Она, вижу, на мою недогадливость сердится. Ну, а я уж где там не догадываюсь: я все отлично это понимаю, к чему оно клонит, а только хочу ее стыдом-то этим помучить, чтоб совесть-то ее взяла хоть немножко.

«Ну как, – говорит, – не понимаете?»

«Да так, – говорю, – очень просто не понимаю, да и понимать не хочу».

«Отчего это так?»

«А оттого, – говорю, – что это отврат и противность, тьпфу!» Стыжу ее; а она, смотрю, морг-морг и кидается ко мне на плечи, и целует, и плачучи говорит: «А с чем же я все-таки поеду?»

«Как с чем, мол, поедешь? А с теми деньгами-то, что он тебе дал».

«Да он мне всего, – говорит, – десять рублей дал».

«Отчего так, – говорю, – десять? Как это всем пятьдесят, а тебе всего десять!»

«Черт его знает!» – говорит с сердцем.

И слезы даже у нее от большого сердца остановились.

«А то-то, мол, и есть!.. видно, ты чем-нибудь ему не потрафила. Ах вы, – говорю, – дамки вы этакие, дамки! Не лучше ли, не честнее ли я тебе, простая женщина, советовала, чем твоя благородная посоветовала?»

«Я сама, – говорит, – это вижу».

«Раньше, – говорю, – надо было видеть».

«Что ж я, – говорит, – Домна Платоновна… я же ведь теперь уж и решилась», – и глаза это в землю тупит.

«На что ж, – говорю, – ты решилась?»

«Что ж, – говорит, – делать, Домна Платоновна, так, как вы говорили… вижу я, что ничего я не могу пособить себе. Если б, – говорит, – хоть хороший человек…»
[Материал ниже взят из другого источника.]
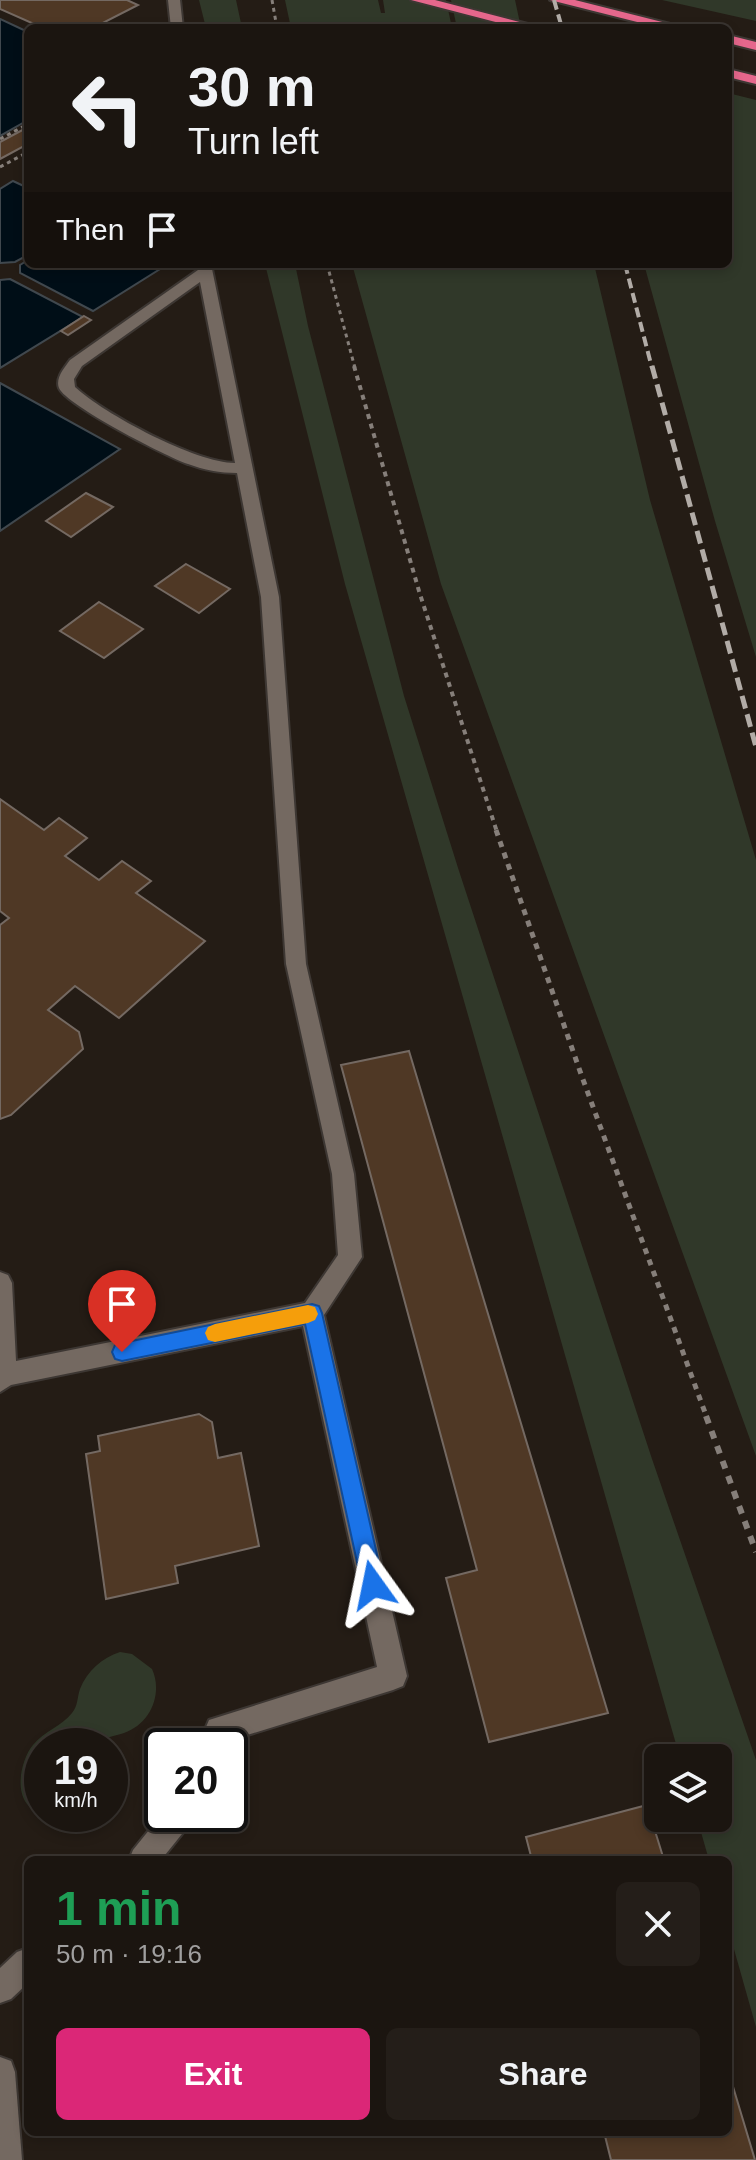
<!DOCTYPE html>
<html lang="en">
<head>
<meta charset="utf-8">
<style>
	body { margin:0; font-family:Arial,sans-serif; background:#241e19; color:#f1f3f6; height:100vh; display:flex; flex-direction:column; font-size:30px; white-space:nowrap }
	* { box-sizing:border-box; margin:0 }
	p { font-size:26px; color:#a09f9f }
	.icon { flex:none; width:44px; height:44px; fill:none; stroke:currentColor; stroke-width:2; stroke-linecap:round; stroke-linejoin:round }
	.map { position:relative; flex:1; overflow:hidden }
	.drawer { position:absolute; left:24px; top:1856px; width:708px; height:280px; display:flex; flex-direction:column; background:#1b1510; border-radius:12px; box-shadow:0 4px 12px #0003,0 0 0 2px #393430 }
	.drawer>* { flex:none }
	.banner { position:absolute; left:24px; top:24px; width:708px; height:244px; border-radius:12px; box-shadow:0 4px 12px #0003,0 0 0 2px #393430; background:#1b1510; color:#f1f3f6; overflow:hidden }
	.fabs { position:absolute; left:644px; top:1744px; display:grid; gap:16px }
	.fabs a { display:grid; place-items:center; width:88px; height:88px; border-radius:12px; background:#1b1510; box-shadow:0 4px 12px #0003,0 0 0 2px #393430; font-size:40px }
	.speed { position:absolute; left:24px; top:1728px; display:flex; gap:16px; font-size:40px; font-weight:700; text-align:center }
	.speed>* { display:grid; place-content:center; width:104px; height:104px; border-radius:50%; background:#1b1510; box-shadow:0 4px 12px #0003,0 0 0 2px #393430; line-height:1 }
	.speed small { font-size:20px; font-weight:400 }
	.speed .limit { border:4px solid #111; border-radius:12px; background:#fff; color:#111 }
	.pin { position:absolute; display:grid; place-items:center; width:68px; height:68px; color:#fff; margin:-82px -34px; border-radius:50% 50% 50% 0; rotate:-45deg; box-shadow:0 0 8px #0007 }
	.pin .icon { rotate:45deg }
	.me { position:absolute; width:88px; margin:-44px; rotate:348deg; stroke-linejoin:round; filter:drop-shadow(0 0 6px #0008) }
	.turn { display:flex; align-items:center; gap:28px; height:168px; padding:0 32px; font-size:36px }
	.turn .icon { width:104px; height:104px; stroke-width:2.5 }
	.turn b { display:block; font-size:56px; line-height:68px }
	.then { display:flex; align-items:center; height:76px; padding:0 32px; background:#0003; gap:16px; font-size:30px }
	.round { display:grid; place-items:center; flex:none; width:84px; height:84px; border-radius:12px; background:#241e19 }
	.head { display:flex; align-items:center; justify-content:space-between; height:136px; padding:0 32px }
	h1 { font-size:48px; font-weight:700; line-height:60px; color:#1e9e55 }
	.button { display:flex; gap:16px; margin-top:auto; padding:16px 32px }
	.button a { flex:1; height:92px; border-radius:12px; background:#db2777; color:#fff; font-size:32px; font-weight:700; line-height:92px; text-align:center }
	.button a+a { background:#241e19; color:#f1f3f6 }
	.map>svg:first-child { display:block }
</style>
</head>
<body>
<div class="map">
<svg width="756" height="2160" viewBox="0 0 756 2160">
	<rect width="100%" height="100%" fill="#241c15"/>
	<path fill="#303829" d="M199,0H236L242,28H206Z
		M285,0H378L381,13H385L383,0H446L452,28H291Z
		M451,0H515L521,28H457Z
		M662,0H756V21Z
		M728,93L756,100V657L715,521L644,264H728Z
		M265,264H295L308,326L404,696L459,871L652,1459L756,1760V2027L728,1928V1860H709L697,1818H718V1758H680L345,584Z
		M352,264H594L650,500L756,860V1456L441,584Z
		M120,1652L132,1654L152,1669C163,1693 151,1724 124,1733C113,1737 104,1736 95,1746H42V1812C12,1808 18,1763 33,1745C44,1731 62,1726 72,1713C78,1706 77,1698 80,1689C87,1671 102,1658 120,1652Z"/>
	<path fill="#000e17" stroke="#40484e" stroke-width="2" d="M0,19L28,32V120L0,136Z
		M13,181L28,188V255L15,262L0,263V189Z
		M28,260V264H168L93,311L20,273V265Z
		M10,279L83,317L0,368V280Z
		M0,383L120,449L0,531Z"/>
	<path fill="#4f3825" stroke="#746962" stroke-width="2" d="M0,0H127L138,5L93,28H43L0,9Z
		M28,127V144L0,159V142Z
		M84,316L91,320L68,335L61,331Z
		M86,493L113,507L71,537L46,521Z
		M186,564L230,589L199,613L155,586Z
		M99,602L143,629L104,658L60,631Z
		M0,799L44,830L59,818L87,838L65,856L99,880L122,861L151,881L136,893L205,941L119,1018L75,986L48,1010L79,1032L83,1049L11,1115L0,1119V925L9,918L0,911Z
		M409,1051L608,1713L489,1742L446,1578L477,1570L341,1065Z
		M199,1414L212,1422L218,1458L241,1453L259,1546L175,1566L178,1583L106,1599L86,1454L100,1451L98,1436Z
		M647,1805L664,1860H532L526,1837Z
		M728,2070L755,2160H611L604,2132H728Z"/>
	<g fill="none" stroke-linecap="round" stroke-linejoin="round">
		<g stroke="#3d3733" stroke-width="4">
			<path id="service" d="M168,0H180L183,28H171Z
				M197,264H211L279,597L306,964L354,1174L362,1257L324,1315L407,1676L403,1686L393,1690L228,1741L226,1746H198L209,1720L377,1667L303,1326L11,1385L0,1392V1272L8,1275L12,1283L16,1361L305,1303L338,1255L332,1174L286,964L261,597L237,473C220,473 204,470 188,464C167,457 66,405 59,388C55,378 65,367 70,360L198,270ZM200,282L235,463C196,463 104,414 75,387L74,379L82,366Z
				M162,1814H194L190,1824L161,1860H129L133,1850Z
				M28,1948V1983L11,1999L0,2003V1968L17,1952Z"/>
		</g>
		<g stroke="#3d3733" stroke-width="4">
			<path id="minor" d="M0,2057L11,2061L15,2072L22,2160H0Z"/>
		</g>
		<g stroke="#3d3733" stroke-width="4">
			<path id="motorway" d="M411,0H435L543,28H519Z
				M550,0H575L686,28H661Z
				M728,35L756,42V50L728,43Z
				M728,69L756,76V84L728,77Z"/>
		</g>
		<path stroke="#867f7a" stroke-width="3" stroke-dasharray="4 4" stroke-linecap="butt" d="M272,0L277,28
			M0,139L28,124
			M0,167L28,152
			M327,264L355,368"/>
		<path stroke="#867f7a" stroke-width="4" stroke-dasharray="5 5" stroke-linecap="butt" d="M354,366L419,591L497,832"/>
		<path stroke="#867f7a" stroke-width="5" stroke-dasharray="6 6" stroke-linecap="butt" d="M496,830L581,1074L707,1418"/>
		<path stroke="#867f7a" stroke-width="6" stroke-dasharray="8 8" stroke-linecap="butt" d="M706,1416L756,1552"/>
		<use href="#service" fill="#746961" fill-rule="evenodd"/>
		<use href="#minor" fill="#746961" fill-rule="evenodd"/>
		<use href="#motorway" fill="#e5678c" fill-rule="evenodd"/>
		<path stroke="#b2aca7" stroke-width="4" stroke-dasharray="10 5" stroke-linecap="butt" d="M554,0L562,28
			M625,264L652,368"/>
		<path stroke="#b2aca7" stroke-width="5" stroke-dasharray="13 6" stroke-linecap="butt" d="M652,366L756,747"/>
	</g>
	<path fill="#1a73e8" stroke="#114b97" stroke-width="2" d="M312,1304L319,1306L322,1313L384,1585L380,1593L373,1596L365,1593L362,1585L305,1324L122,1361L115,1359L112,1352L115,1345L122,1343Z"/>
	<path fill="#f59e0b" d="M308,1305L315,1307L318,1314L315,1320L308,1323L215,1342L208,1340L205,1333L208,1327L215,1324Z"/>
</svg>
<div class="fabs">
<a><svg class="icon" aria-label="layers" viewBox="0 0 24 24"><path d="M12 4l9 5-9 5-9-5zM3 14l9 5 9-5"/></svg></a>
</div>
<div class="speed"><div>19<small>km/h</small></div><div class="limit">20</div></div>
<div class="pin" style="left:122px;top:1352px;background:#d93025"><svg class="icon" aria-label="arrive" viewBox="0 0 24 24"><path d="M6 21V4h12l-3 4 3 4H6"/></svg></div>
<svg class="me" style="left:373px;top:1585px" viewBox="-20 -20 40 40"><path d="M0-17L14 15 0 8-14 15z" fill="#1a73e8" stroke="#fff" stroke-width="4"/></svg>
<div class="banner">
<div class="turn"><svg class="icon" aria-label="left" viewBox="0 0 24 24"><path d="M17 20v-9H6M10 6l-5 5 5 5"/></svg><div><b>30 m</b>Turn left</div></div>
<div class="then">Then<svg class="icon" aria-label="arrive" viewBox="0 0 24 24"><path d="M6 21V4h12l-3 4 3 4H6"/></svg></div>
</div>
<section class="drawer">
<div class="head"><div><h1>1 min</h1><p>50 m · 19:16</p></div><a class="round"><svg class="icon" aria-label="close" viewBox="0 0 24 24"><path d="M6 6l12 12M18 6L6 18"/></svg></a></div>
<div class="button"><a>Exit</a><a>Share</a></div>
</section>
</div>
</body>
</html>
«Что ж, – говорю, чтоб много ее словами не конфузить, – я, – говорю, – отягощусь, похлопочу, но только уже и ты ж, смотри, сделай милость, не капризничай».

«Нет, – говорит, – уж куда!..» Вижу, сама давится, а сама твердо отвечает: «Нет, – говорит, – отяготитесь, Домна Платоновна, я не буду капризничать». Узнаю тут от нее, посидевши, что эта подлая Дисленьша ее выгоняет, и то есть не то что выгоняет, а и десять рублей-то, что она, несчастная, себе от грека принесла, уж отобрала у нее и потом совсем уж ее и выгнала и бельишко – какая там у нее была рубашка да перемывашка – и то все обобрала за долг и за хвост ее, как кошку, да на улицу.

«Да знаю, – говорю я, – эту Дисленьшу».

«Она, – говорит, – Домна Платоновна, кажется, просто торговать мною хотела».

«От нее, – отвечаю, – другого-то ничего и не дождешься».

«Я, – говорит, – когда при деньгах была, я ей не раз помогала, а она со мной так обошлась, как с последней».

«Ну, душечка, – говорю, – нынче ты благодарности в людях лучше и не ищи. Нынче, чем ты кому больше добра делай, тем он только готов тебе за это больше напакостить. Тонет, так топор сулит, а вынырнет, так и топорища жаль».

Рассуждаю этак с ней и ни-и-и думаю того, что она сама, шельма эта Леканида Петровна, как мне за все отблагодарит.

Домна Платоновна вздохнула.

– Вижу, что она все это мнется да трется, – продолжала Домна Платоновна, – и говорю: «Что ты хочешь сказать-то? Говори – лишних бревен никаких нет: в квартал „надзирателю доносить некому“».

«Когда же?» – спрашивает.

«Ну, – говорю, – мать моя, надо подождать: это тоже шах-мах не делается».

«Мне, – говорит, – Домна Платоновна, деться некуда».

А у меня – вот ты как зайдешь когда-нибудь ко мне, я тебе тогда покажу – есть такая каморка, так, маленькая такая, вещи там я свои, какие есть, берегу, и если случится какая тоже дамка, что места ищет иногда или случая какого дожидается, так в то время отдаю. На эту пору каморочка у меня была свободна. «Переходи, – говорю, – и живи».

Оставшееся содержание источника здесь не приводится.